Exercise aim — The answer must be an exact copy of the records, with no pictures in it.

Material to process —
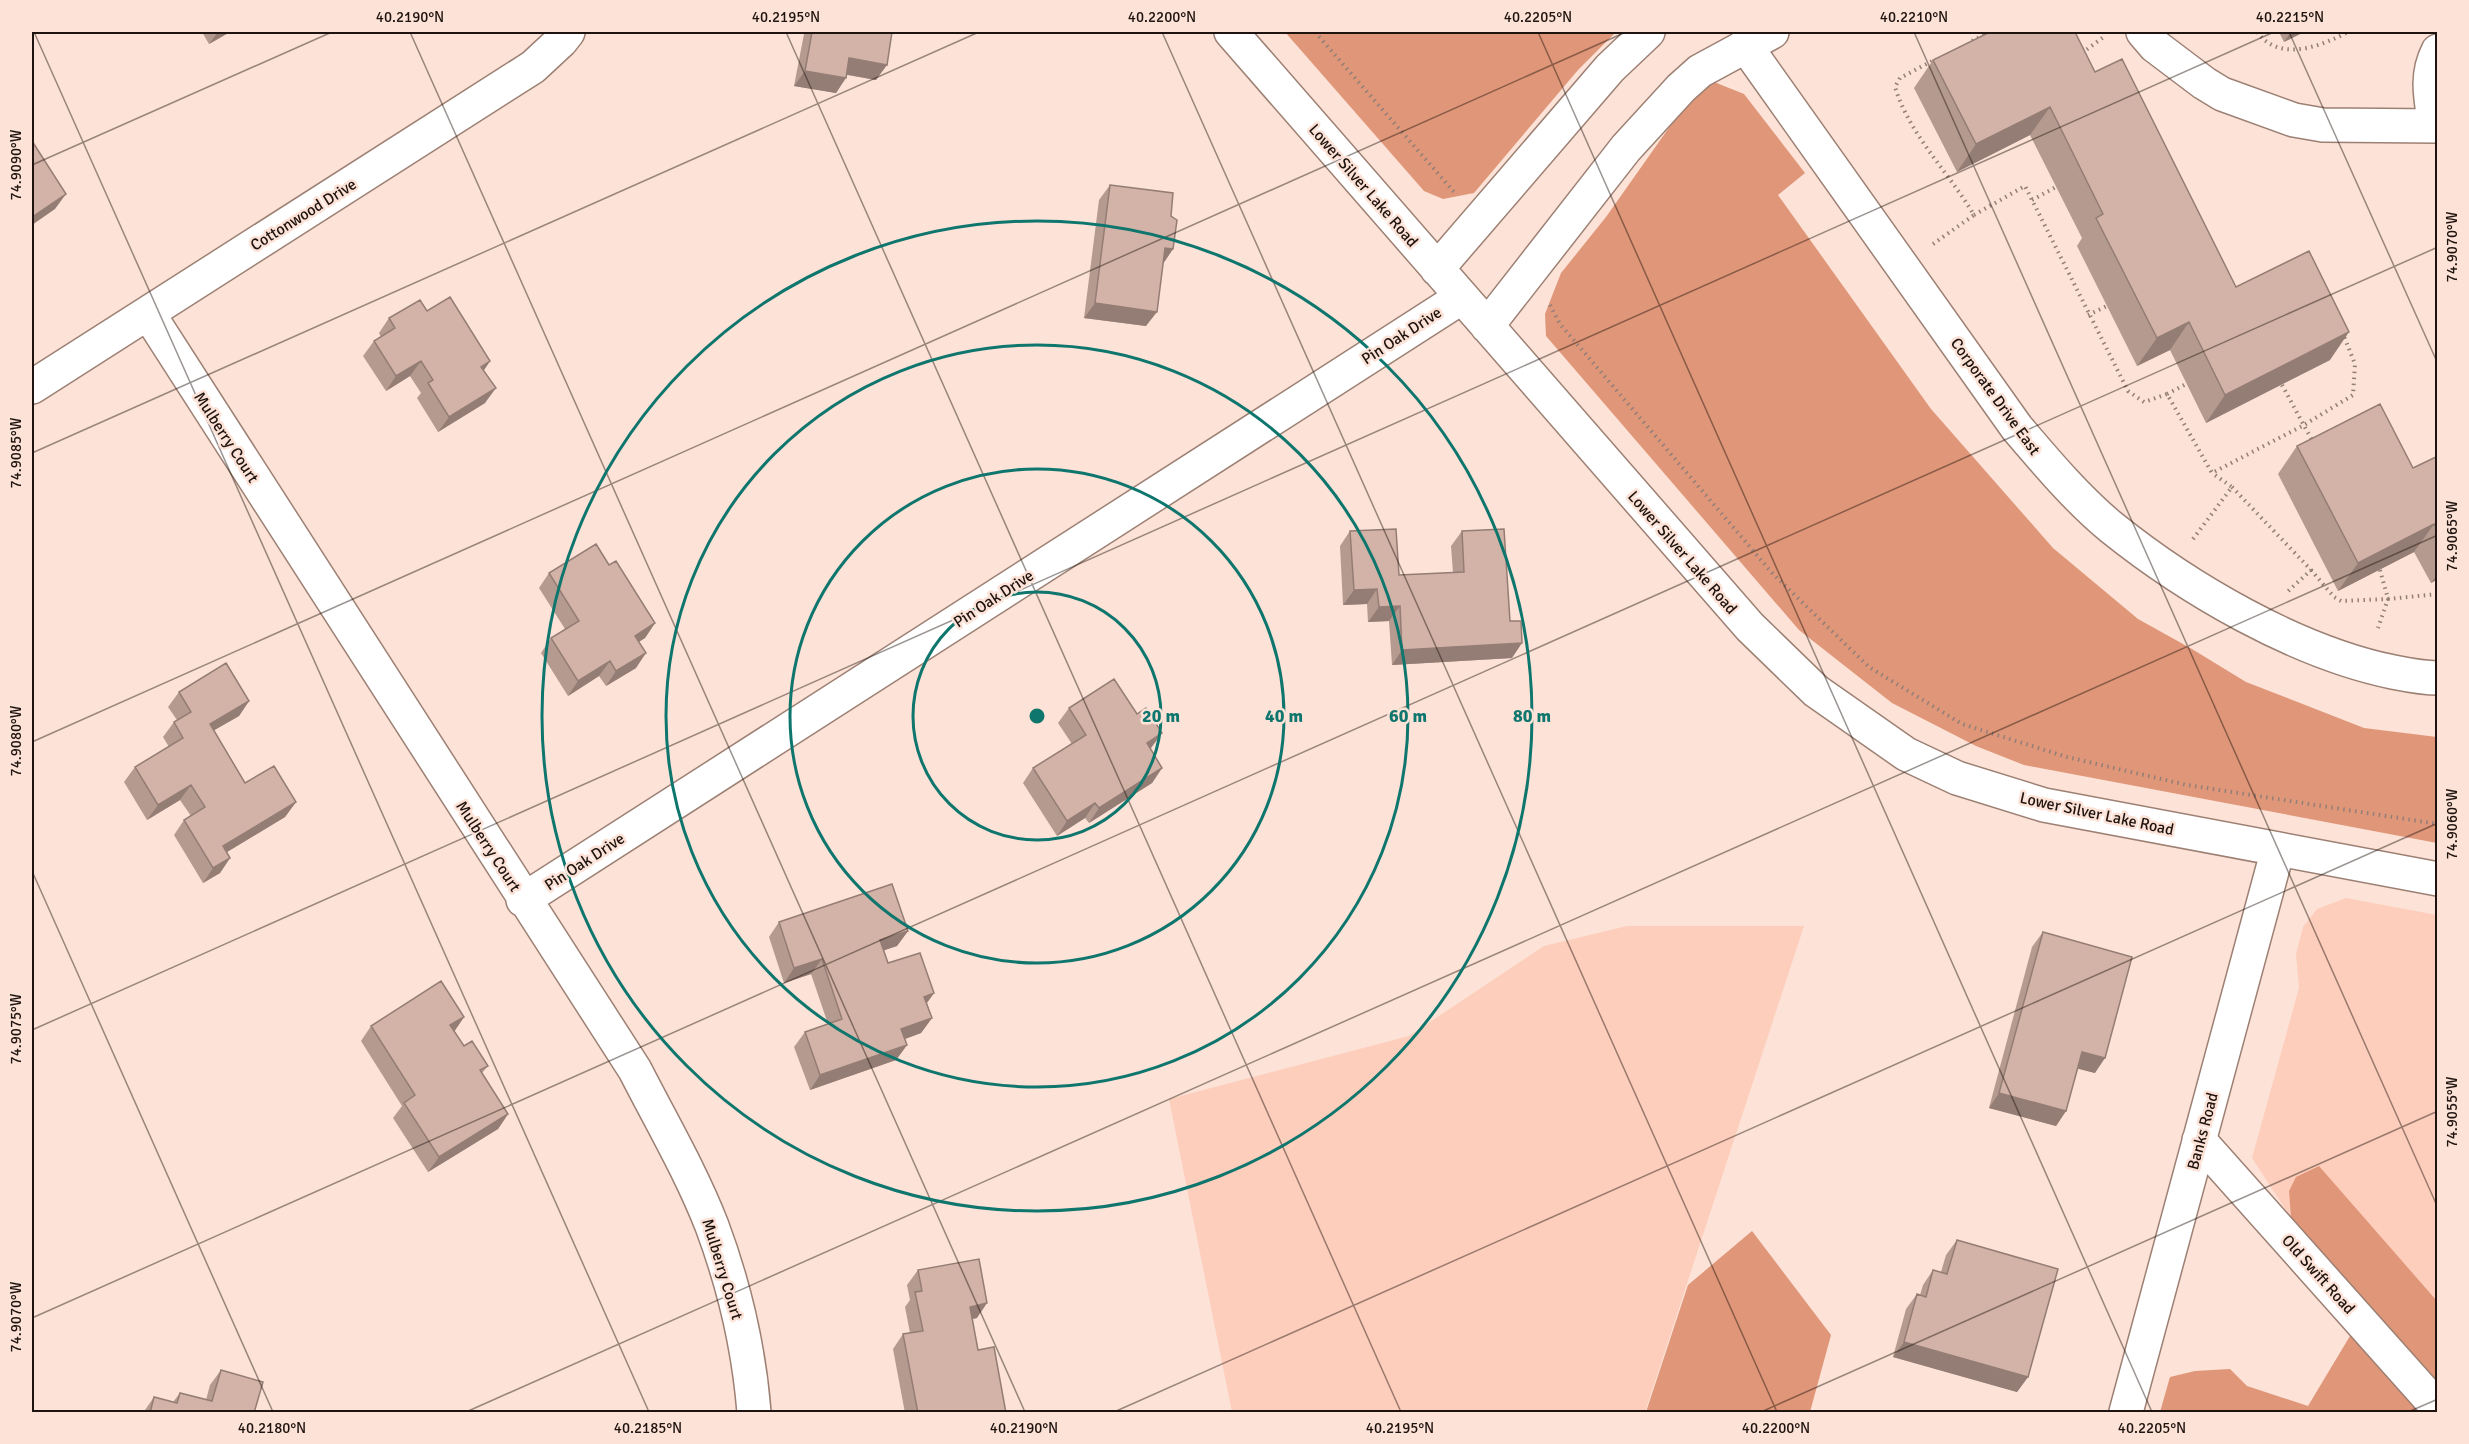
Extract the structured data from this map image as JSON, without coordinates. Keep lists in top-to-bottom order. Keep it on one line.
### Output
{"streets":{"street":["Lower Silver Lake Road","Cottonwood Drive","Pin Oak Drive","Corporate Drive East","Mulberry Court","Banks Road","Old Swift Road"]},"crossings":[["Lower Silver Lake Road","Pin Oak Drive"],["Lower Silver Lake Road","Banks Road"],["Cottonwood Drive","Mulberry Court"],["Pin Oak Drive","Mulberry Court"],["Banks Road","Old Swift Road"]],"coordinates":["40.2190°N","40.2195°N","40.2200°N","40.2205°N","40.2210°N","40.2215°N","74.9090°W","74.9070°W","74.9085°W","74.9065°W","74.9080°W","74.9060°W","74.9075°W","74.9055°W","40.2180°N","40.2185°N"],"rings":["20 m","40 m","60 m","80 m"]}
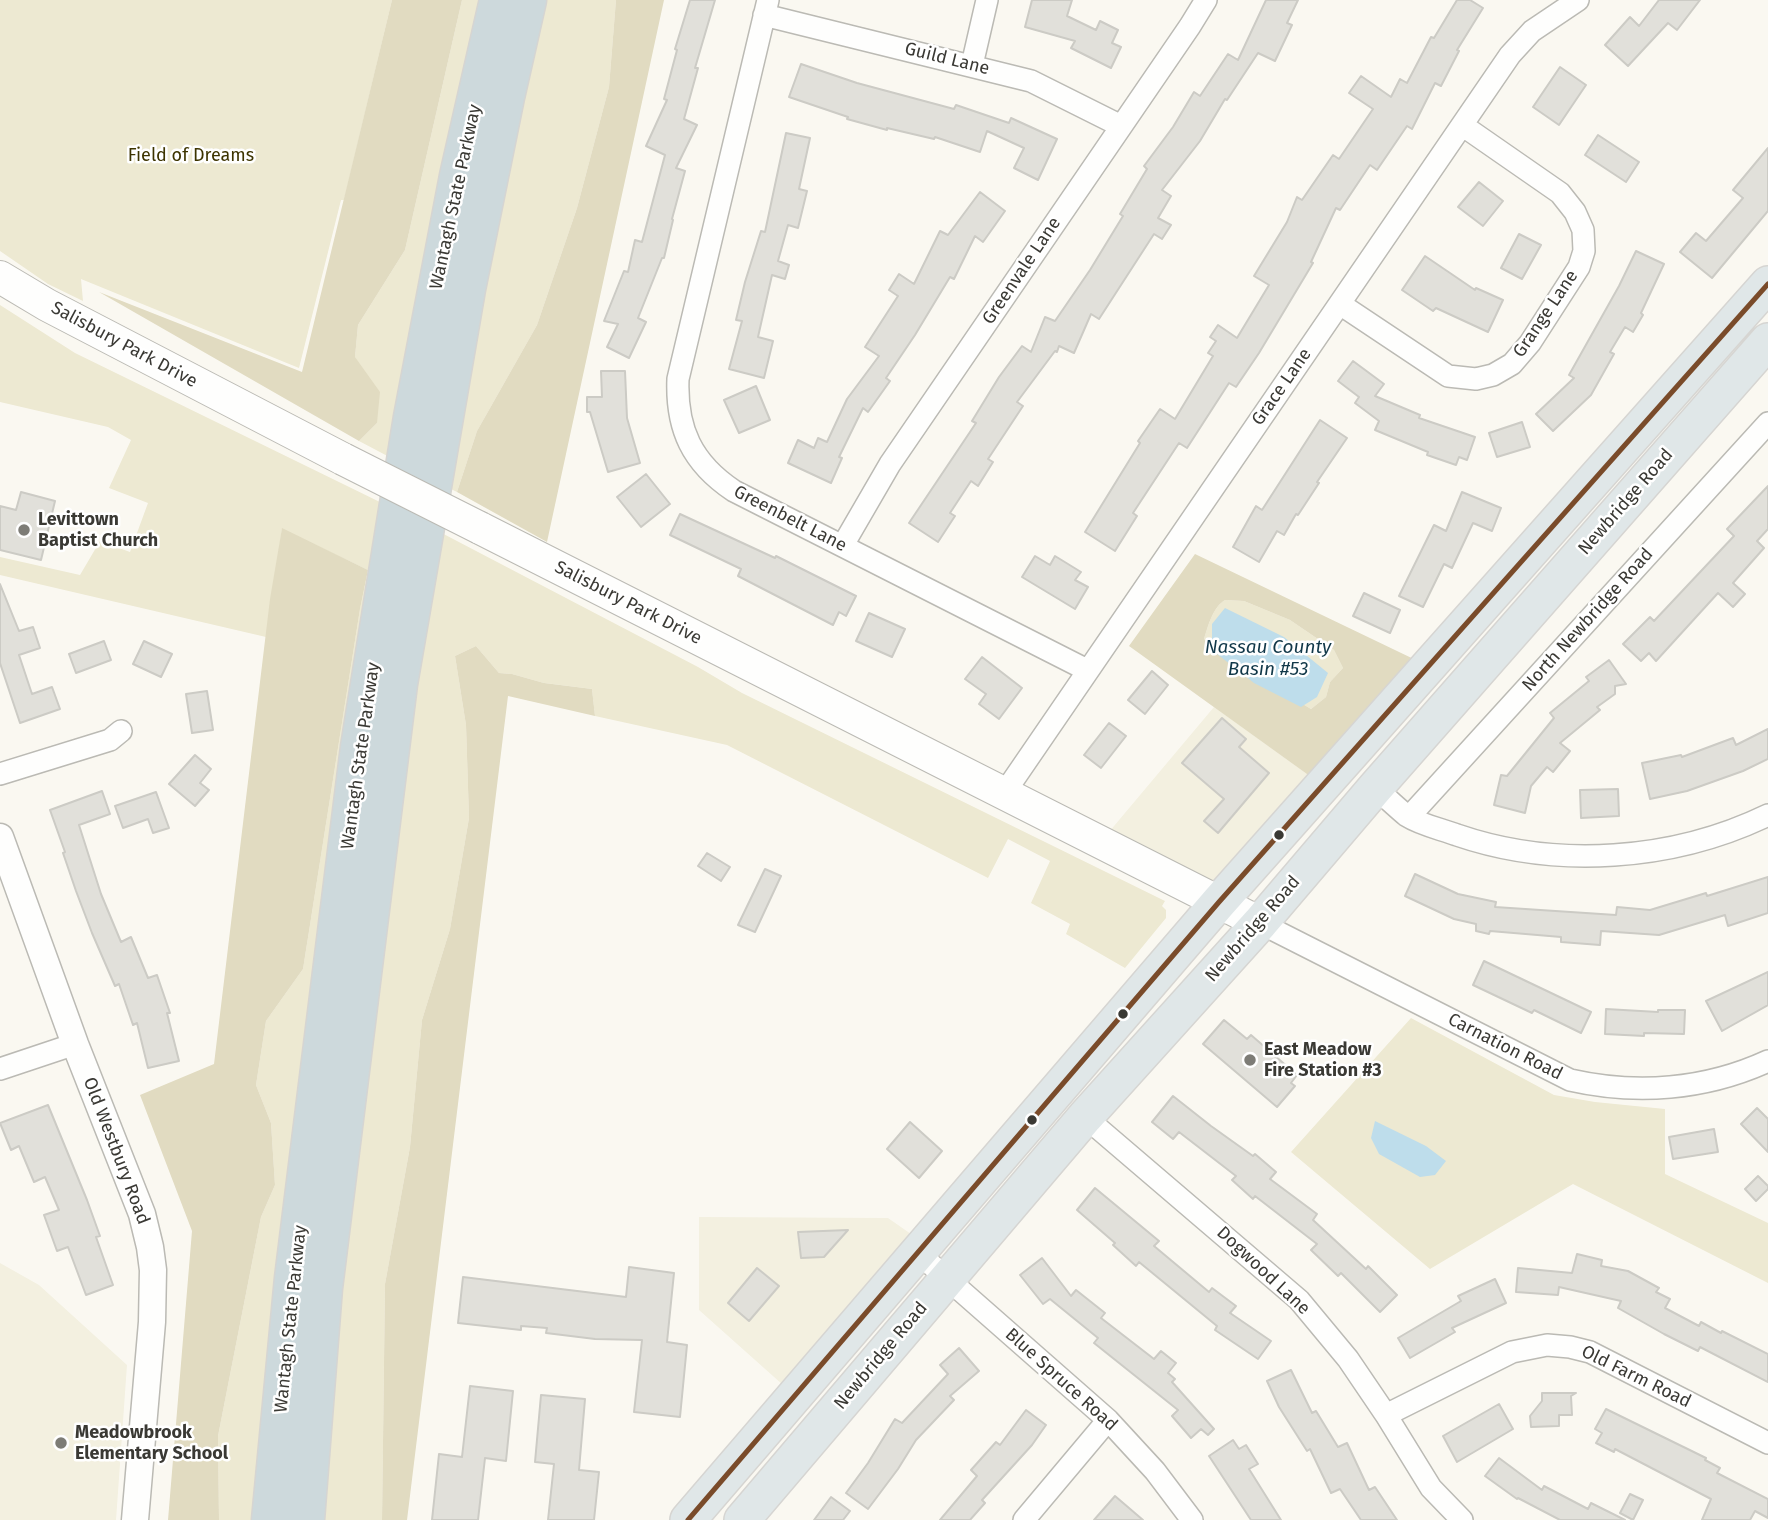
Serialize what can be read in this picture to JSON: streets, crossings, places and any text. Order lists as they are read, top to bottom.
{
  "streets": {
    "highway": ["Wantagh State Parkway"],
    "main road": ["Salisbury Park Drive", "Newbridge Road"],
    "street": [
      "Guild Lane",
      "Greenvale Lane",
      "Grange Lane",
      "Grace Lane",
      "Greenbelt Lane",
      "North Newbridge Road",
      "Carnation Road",
      "Old Westbury Road",
      "Dogwood Lane",
      "Old Farm Road",
      "Blue Spruce Road"
    ]
  },
  "crossings": [
    ["Guild Lane", "Greenvale Lane"],
    ["Guild Lane", "Greenbelt Lane"],
    ["Greenvale Lane", "Greenbelt Lane"],
    ["Grange Lane", "Grace Lane"],
    ["Salisbury Park Drive", "Grace Lane"],
    ["Salisbury Park Drive", "Newbridge Road"],
    ["Salisbury Park Drive", "Carnation Road"],
    ["Grace Lane", "Greenbelt Lane"],
    ["Newbridge Road", "Carnation Road"],
    ["Newbridge Road", "Dogwood Lane"],
    ["Newbridge Road", "Blue Spruce Road"],
    ["Dogwood Lane", "Old Farm Road"]
  ],
  "water": ["Nassau County Basin #53"],
  "parks": ["Field of Dreams"],
  "places": ["Levittown Baptist Church", "East Meadow Fire Station #3", "Meadowbrook Elementary School"]
}
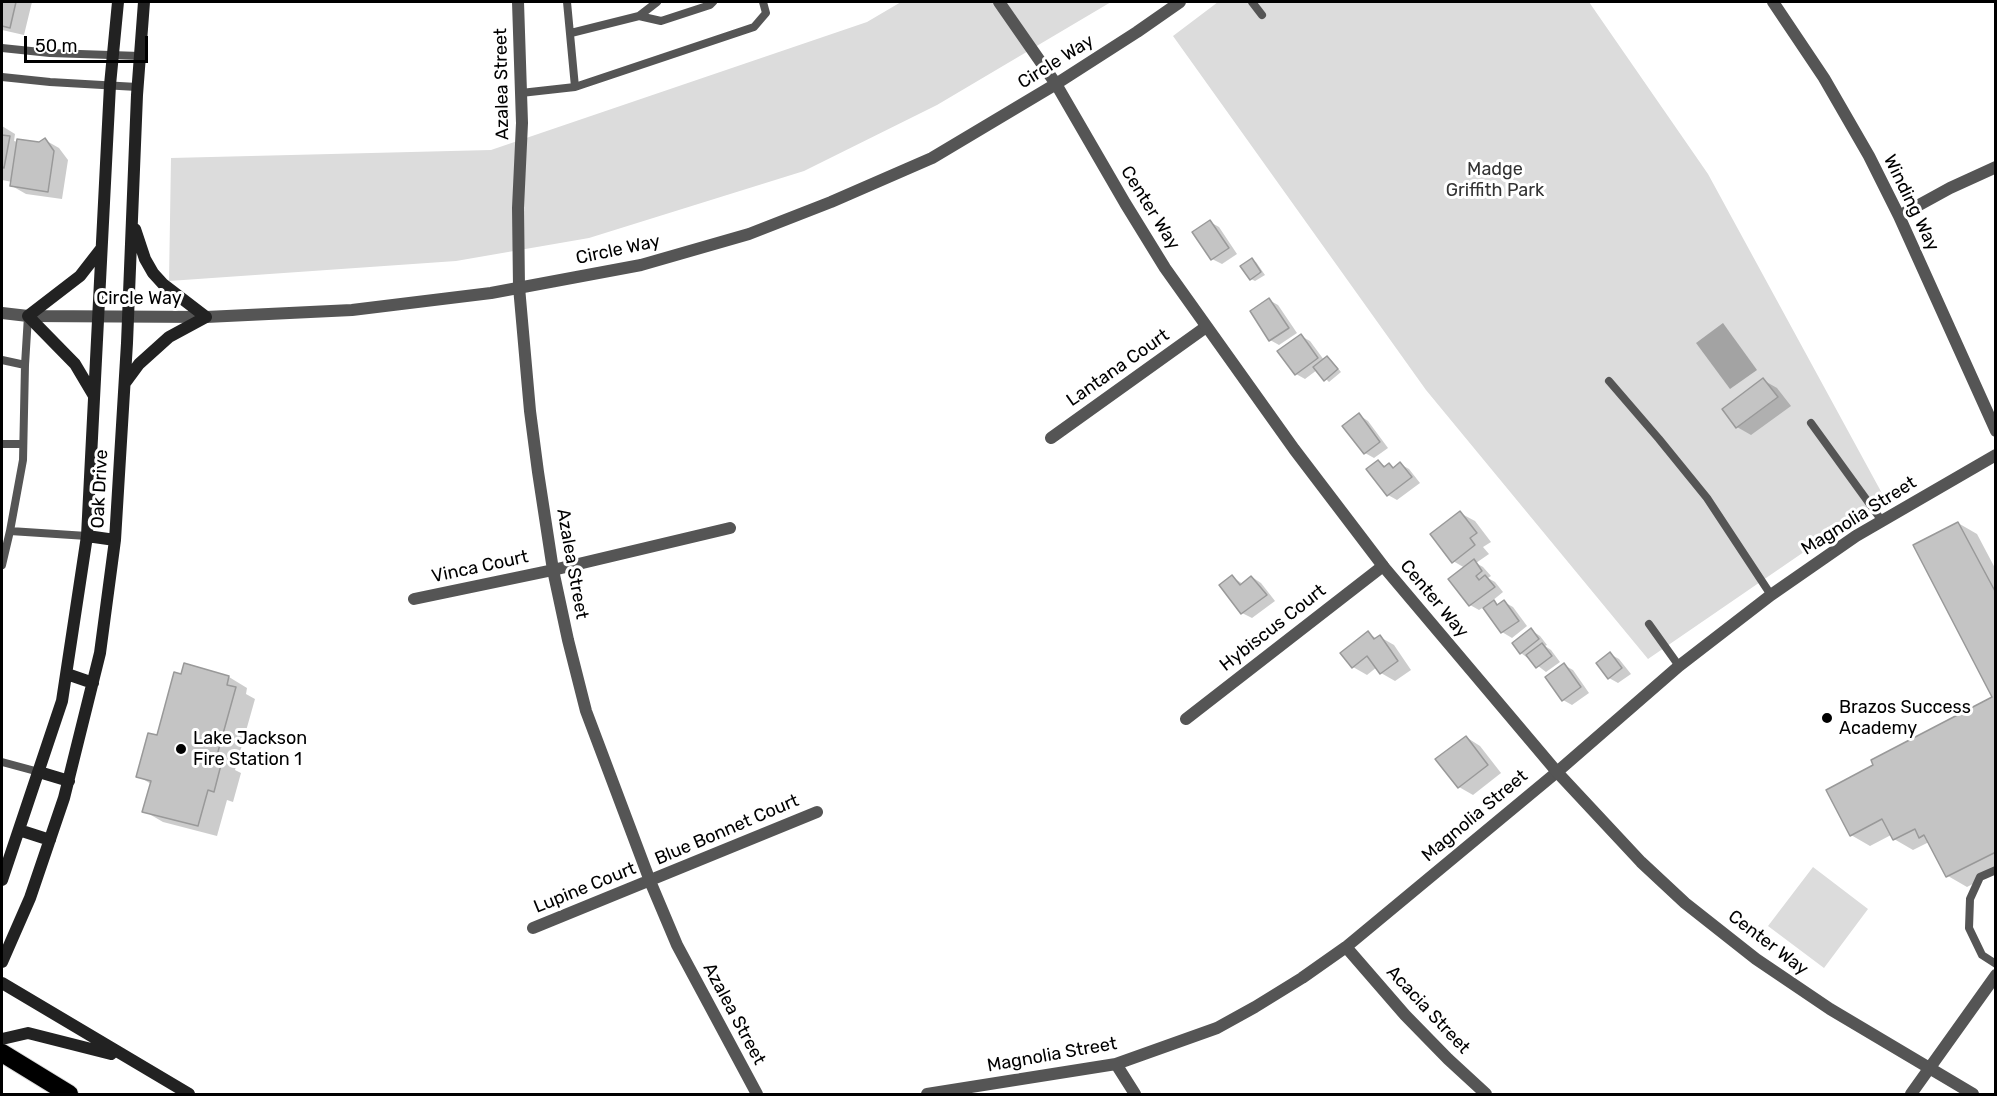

Response area —
Extract the structured data from this map image as JSON, without coordinates. Keep lists in top-to-bottom order. Keep it on one line.
### Output
{"streets":{"street":["Lower Silver Lake Road","Cottonwood Drive","Pin Oak Drive","Corporate Drive East","Mulberry Court","Banks Road","Old Swift Road"]},"crossings":[["Lower Silver Lake Road","Pin Oak Drive"],["Lower Silver Lake Road","Banks Road"],["Cottonwood Drive","Mulberry Court"],["Pin Oak Drive","Mulberry Court"],["Banks Road","Old Swift Road"]],"coordinates":["40.2190°N","40.2195°N","40.2200°N","40.2205°N","40.2210°N","40.2215°N","74.9090°W","74.9070°W","74.9085°W","74.9065°W","74.9080°W","74.9060°W","74.9075°W","74.9055°W","40.2180°N","40.2185°N"],"rings":["20 m","40 m","60 m","80 m"]}
Serialize what can be read in this picture to JSON: streets, crossings, places and any text. Order lists as they are read, top to bottom.
{
  "streets": {
    "highway": ["Wantagh State Parkway"],
    "main road": ["Salisbury Park Drive", "Newbridge Road"],
    "street": [
      "Guild Lane",
      "Greenvale Lane",
      "Grange Lane",
      "Grace Lane",
      "Greenbelt Lane",
      "North Newbridge Road",
      "Carnation Road",
      "Old Westbury Road",
      "Dogwood Lane",
      "Old Farm Road",
      "Blue Spruce Road"
    ]
  },
  "crossings": [
    ["Guild Lane", "Greenvale Lane"],
    ["Guild Lane", "Greenbelt Lane"],
    ["Greenvale Lane", "Greenbelt Lane"],
    ["Grange Lane", "Grace Lane"],
    ["Salisbury Park Drive", "Grace Lane"],
    ["Salisbury Park Drive", "Newbridge Road"],
    ["Salisbury Park Drive", "Carnation Road"],
    ["Grace Lane", "Greenbelt Lane"],
    ["Newbridge Road", "Carnation Road"],
    ["Newbridge Road", "Dogwood Lane"],
    ["Newbridge Road", "Blue Spruce Road"],
    ["Dogwood Lane", "Old Farm Road"]
  ],
  "water": ["Nassau County Basin #53"],
  "parks": ["Field of Dreams"],
  "places": ["Levittown Baptist Church", "East Meadow Fire Station #3", "Meadowbrook Elementary School"]
}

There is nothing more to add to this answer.